Oggi il trattamento di questo materiale è piuttosto complesso: la vetroresina è un polimero termoindurente, difficilmente riciclabile. Di conseguenza il 90% di questi rifiuti finisce nelle discariche o negli inceneritori, senza alcuna possibilità di riutilizzo o re-immissione nelle filiere produttive.
E si stima che i rifiuti in fibra di vetro aumenteranno, considerando che molti impianti eolici stanno arrivando a fine vita. Complessivamente le vecchie pale da smaltire potrebbero raggiungere le 400.000 tonnellate l’anno nel 2030 e ben due milioni di tonnellate entro il 2050.
Una soluzione potrebbe arrivare da Aker Offshore Wind, Aker Horizons e dall’Università scozzese di Strathclyde che hanno firmato un memorandum d’intesa per accelerare lo sviluppo di processi di recupero per i prodotti in fibra di vetro usati. I loro sforzi includono la commercializzazione di un processo sviluppato da Strathclyde per il recupero di fibre di vetro di “qualità quasi vergine” dai rifiuti di compositi polimerici rinforzati con vetro..

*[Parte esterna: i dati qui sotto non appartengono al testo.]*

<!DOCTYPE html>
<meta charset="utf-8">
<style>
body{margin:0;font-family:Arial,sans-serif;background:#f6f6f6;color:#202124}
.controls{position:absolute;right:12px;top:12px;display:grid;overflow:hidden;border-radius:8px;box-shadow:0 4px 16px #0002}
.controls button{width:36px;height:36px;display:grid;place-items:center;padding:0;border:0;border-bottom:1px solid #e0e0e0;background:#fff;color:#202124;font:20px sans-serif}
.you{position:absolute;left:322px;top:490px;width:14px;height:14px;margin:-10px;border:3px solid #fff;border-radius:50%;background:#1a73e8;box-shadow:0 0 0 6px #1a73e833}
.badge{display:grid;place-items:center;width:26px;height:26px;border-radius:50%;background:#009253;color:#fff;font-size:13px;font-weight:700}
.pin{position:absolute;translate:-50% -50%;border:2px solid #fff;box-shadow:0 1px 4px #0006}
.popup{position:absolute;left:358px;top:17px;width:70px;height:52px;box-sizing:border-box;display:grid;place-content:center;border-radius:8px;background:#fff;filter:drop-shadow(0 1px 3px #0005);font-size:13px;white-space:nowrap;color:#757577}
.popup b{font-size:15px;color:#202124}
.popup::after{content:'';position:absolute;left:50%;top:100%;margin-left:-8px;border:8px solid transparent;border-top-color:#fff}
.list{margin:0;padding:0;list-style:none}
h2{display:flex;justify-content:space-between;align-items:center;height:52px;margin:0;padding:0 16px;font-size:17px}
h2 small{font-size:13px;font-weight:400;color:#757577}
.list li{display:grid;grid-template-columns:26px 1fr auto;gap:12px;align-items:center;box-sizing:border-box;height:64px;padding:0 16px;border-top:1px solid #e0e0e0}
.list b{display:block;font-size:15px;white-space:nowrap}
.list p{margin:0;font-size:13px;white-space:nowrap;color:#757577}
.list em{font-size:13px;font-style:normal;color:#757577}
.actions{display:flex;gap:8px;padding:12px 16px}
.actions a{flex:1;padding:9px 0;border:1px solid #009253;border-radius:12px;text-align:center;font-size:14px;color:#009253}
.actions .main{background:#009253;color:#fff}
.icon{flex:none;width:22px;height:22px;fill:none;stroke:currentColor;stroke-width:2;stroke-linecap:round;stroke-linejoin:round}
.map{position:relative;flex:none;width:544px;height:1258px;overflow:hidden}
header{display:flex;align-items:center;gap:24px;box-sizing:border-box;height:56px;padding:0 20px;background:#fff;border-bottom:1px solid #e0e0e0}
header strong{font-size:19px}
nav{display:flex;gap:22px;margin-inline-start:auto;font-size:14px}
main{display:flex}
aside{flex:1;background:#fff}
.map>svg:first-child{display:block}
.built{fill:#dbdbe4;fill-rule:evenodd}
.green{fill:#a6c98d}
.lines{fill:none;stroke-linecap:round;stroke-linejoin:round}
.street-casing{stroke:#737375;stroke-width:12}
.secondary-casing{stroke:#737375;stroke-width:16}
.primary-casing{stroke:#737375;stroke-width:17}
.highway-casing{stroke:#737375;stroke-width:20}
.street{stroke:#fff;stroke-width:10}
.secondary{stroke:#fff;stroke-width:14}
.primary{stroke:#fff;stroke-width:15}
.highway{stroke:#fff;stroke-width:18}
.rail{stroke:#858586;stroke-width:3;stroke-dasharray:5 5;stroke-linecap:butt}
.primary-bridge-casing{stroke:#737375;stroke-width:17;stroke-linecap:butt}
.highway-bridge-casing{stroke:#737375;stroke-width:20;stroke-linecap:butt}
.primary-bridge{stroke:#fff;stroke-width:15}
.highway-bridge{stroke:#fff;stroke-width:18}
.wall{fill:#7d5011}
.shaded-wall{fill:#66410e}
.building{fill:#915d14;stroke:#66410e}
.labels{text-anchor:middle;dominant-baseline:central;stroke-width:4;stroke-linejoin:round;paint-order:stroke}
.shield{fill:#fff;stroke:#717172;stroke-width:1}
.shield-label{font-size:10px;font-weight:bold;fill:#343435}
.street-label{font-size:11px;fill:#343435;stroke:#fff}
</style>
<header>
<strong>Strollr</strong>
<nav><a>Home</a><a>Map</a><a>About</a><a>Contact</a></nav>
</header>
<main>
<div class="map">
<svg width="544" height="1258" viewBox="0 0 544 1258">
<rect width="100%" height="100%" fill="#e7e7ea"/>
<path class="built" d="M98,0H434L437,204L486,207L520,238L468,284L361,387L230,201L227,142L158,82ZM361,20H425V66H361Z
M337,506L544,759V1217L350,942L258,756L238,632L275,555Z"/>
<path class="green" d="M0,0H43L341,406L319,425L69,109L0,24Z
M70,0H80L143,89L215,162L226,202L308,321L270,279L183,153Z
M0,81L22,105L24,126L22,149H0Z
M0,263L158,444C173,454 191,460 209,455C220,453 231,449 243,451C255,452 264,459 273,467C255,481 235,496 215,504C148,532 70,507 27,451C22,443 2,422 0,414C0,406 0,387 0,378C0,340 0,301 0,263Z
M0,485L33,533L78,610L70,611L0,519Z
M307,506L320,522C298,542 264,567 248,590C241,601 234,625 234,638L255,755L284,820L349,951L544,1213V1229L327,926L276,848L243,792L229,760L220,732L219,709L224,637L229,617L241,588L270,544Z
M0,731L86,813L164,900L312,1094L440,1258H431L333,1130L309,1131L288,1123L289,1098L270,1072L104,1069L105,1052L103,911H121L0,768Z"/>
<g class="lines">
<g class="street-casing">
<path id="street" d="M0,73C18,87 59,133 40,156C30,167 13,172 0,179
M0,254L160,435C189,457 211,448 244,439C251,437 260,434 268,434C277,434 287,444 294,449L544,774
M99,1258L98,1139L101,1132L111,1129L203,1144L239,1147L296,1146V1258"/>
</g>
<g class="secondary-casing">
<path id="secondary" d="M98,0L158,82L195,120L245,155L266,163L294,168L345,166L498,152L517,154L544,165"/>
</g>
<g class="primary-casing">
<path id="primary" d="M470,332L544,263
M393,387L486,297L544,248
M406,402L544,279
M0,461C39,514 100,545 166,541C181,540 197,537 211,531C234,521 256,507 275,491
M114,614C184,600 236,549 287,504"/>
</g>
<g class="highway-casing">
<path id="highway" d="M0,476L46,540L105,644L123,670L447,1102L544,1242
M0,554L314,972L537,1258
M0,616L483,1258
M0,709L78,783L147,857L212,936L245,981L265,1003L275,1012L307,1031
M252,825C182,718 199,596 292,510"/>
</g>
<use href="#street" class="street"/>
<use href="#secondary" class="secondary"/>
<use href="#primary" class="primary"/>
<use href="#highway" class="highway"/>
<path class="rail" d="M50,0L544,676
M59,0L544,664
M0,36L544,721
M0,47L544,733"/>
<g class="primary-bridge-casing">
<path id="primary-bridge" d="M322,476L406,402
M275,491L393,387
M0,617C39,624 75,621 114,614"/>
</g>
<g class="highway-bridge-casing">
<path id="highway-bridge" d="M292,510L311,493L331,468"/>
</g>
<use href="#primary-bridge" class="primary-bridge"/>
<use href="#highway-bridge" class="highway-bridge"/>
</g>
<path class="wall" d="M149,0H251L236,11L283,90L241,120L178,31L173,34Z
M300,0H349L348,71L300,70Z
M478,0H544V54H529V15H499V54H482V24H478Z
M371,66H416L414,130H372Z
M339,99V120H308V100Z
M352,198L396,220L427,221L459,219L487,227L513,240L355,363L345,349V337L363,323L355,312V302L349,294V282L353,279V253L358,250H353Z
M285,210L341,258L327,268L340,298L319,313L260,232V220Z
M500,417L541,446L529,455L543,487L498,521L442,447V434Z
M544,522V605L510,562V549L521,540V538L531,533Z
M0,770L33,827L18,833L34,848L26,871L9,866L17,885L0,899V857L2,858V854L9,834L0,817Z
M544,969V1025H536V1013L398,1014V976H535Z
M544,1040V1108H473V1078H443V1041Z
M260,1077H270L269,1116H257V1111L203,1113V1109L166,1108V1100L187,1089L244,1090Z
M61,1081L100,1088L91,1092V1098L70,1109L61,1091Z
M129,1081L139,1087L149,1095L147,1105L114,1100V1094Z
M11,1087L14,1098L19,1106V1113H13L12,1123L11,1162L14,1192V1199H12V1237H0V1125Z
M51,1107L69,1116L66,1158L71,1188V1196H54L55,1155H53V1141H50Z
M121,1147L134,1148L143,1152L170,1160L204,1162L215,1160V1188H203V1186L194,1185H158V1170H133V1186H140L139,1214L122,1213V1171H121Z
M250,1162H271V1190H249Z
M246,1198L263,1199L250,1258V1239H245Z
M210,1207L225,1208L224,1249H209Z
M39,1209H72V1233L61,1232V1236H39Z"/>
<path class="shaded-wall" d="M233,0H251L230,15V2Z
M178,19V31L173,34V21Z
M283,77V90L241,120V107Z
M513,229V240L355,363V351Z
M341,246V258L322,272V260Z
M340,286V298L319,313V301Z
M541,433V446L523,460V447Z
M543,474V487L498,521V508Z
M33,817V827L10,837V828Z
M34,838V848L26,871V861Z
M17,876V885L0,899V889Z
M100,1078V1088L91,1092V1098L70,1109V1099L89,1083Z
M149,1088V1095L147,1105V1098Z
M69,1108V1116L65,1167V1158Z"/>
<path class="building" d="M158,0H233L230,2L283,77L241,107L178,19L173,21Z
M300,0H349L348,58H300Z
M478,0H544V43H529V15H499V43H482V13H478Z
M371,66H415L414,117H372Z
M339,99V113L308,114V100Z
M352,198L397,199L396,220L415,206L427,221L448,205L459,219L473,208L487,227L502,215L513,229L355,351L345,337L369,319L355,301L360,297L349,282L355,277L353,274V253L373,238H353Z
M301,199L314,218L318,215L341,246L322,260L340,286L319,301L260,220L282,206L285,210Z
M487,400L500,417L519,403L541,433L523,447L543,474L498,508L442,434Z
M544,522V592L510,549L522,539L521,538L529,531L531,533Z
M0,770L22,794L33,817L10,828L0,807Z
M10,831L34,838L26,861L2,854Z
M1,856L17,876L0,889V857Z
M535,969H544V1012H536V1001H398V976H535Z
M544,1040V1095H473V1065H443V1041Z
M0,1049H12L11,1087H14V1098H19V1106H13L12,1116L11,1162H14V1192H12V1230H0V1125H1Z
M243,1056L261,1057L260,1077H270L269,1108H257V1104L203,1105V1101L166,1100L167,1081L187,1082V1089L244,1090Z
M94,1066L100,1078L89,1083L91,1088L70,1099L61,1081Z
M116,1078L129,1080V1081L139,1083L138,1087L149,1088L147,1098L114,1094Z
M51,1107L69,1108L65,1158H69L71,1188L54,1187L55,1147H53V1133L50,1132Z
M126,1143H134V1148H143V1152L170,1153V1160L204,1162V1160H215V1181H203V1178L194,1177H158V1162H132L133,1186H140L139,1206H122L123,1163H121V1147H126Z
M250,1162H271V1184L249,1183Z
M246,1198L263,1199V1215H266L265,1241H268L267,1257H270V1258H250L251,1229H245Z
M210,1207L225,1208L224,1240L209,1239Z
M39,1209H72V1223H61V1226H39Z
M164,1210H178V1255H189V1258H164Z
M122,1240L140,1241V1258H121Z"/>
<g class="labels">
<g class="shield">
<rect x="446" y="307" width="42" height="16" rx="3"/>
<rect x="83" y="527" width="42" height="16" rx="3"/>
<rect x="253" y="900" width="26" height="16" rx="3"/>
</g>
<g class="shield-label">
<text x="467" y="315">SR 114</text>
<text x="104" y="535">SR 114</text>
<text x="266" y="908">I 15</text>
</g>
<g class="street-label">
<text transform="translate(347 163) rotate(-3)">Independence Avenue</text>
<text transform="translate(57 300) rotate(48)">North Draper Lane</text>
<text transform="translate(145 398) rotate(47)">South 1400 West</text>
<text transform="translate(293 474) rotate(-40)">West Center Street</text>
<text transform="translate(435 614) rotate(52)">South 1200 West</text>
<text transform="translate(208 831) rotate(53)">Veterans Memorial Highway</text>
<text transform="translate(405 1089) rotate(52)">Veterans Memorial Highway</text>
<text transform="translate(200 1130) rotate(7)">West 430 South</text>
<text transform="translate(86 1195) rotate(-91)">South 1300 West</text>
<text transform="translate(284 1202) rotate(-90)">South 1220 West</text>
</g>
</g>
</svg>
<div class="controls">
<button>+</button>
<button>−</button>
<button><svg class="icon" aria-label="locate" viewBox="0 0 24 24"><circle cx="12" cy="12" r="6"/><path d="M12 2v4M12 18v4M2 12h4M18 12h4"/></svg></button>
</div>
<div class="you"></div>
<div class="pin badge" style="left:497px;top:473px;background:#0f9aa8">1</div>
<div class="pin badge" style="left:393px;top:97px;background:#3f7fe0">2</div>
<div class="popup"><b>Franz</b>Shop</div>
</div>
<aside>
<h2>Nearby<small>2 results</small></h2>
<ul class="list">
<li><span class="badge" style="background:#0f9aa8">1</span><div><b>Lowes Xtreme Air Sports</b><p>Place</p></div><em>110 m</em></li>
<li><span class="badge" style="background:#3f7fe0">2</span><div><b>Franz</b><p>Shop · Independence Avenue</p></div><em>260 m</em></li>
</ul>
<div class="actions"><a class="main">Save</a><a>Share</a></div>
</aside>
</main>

La tecnologia messa a punto dall’Università scozzese trasforma i rifiuti in fibra riutilizzabile che – nelle stime degli studiosi – potrebbe coprire il 50% della domanda globale di fibra di vetro. Il processo evidentemente riguarda non solo l’industria eolica, ma anche l’automotive, il settore nautico, l’edilizia, gli articoli sportivi.